Look through the material that follows and show every line with the string "Dasladen".

**Provided records:**
◆ ◆ ◆ ◆

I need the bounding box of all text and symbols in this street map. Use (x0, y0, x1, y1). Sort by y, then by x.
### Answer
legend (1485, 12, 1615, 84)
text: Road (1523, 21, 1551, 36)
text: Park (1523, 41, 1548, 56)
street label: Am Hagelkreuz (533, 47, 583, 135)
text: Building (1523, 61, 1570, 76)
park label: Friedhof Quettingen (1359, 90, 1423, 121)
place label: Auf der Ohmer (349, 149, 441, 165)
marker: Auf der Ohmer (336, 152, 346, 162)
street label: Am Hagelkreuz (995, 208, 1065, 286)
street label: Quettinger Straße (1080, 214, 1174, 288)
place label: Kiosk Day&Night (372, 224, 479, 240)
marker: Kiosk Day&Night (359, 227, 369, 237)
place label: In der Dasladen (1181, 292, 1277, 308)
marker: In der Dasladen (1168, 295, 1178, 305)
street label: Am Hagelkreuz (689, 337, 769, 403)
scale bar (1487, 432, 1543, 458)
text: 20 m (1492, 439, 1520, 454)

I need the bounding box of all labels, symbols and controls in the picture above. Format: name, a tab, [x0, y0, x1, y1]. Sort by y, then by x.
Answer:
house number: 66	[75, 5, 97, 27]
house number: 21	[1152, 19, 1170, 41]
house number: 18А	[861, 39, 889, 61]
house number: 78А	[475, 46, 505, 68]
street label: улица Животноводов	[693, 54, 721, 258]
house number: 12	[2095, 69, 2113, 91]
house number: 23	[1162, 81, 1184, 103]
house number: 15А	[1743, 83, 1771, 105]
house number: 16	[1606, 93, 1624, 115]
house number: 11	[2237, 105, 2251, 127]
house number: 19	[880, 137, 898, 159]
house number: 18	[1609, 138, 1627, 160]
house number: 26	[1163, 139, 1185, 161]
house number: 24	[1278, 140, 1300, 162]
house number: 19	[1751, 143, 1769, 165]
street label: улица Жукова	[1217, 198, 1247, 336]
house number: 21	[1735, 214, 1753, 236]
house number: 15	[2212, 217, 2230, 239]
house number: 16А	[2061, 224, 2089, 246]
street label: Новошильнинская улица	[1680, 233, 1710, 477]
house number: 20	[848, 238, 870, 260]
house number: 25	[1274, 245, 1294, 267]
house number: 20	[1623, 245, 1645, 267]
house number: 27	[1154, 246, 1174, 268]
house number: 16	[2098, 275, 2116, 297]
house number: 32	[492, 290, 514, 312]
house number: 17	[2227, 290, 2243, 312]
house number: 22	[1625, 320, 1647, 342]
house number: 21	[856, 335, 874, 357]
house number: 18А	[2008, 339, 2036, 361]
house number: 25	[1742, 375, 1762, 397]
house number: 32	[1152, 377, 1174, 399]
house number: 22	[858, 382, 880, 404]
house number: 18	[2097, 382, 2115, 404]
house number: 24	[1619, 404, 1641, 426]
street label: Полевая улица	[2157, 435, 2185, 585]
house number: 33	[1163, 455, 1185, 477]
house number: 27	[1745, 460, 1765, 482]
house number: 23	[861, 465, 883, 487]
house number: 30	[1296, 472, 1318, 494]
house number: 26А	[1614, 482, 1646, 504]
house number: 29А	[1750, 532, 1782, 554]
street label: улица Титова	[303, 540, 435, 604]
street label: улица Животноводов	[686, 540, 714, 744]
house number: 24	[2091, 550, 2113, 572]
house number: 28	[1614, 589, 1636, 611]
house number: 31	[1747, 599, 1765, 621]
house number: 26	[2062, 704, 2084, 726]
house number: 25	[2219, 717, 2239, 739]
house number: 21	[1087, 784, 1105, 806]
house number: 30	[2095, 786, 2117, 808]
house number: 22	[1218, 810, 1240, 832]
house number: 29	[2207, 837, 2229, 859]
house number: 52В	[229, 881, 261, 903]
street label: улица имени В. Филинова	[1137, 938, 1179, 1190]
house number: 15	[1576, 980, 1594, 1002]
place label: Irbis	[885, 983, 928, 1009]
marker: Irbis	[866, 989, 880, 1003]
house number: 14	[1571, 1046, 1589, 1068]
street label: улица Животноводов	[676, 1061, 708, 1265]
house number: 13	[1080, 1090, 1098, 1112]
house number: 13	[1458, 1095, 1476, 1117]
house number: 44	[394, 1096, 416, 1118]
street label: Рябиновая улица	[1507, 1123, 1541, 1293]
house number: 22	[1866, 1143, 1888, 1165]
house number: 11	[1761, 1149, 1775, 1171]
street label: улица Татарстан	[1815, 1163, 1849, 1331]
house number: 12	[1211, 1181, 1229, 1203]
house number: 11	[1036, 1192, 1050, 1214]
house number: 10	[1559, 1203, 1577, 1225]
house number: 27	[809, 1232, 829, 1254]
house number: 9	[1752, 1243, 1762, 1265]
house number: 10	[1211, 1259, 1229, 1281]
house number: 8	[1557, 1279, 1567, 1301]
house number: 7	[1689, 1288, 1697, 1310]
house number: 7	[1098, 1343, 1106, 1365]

◆ ◆ ◆ ◆

**Written response:**
place label: In der Dasladen (1181, 292, 1277, 308)
marker: In der Dasladen (1168, 295, 1178, 305)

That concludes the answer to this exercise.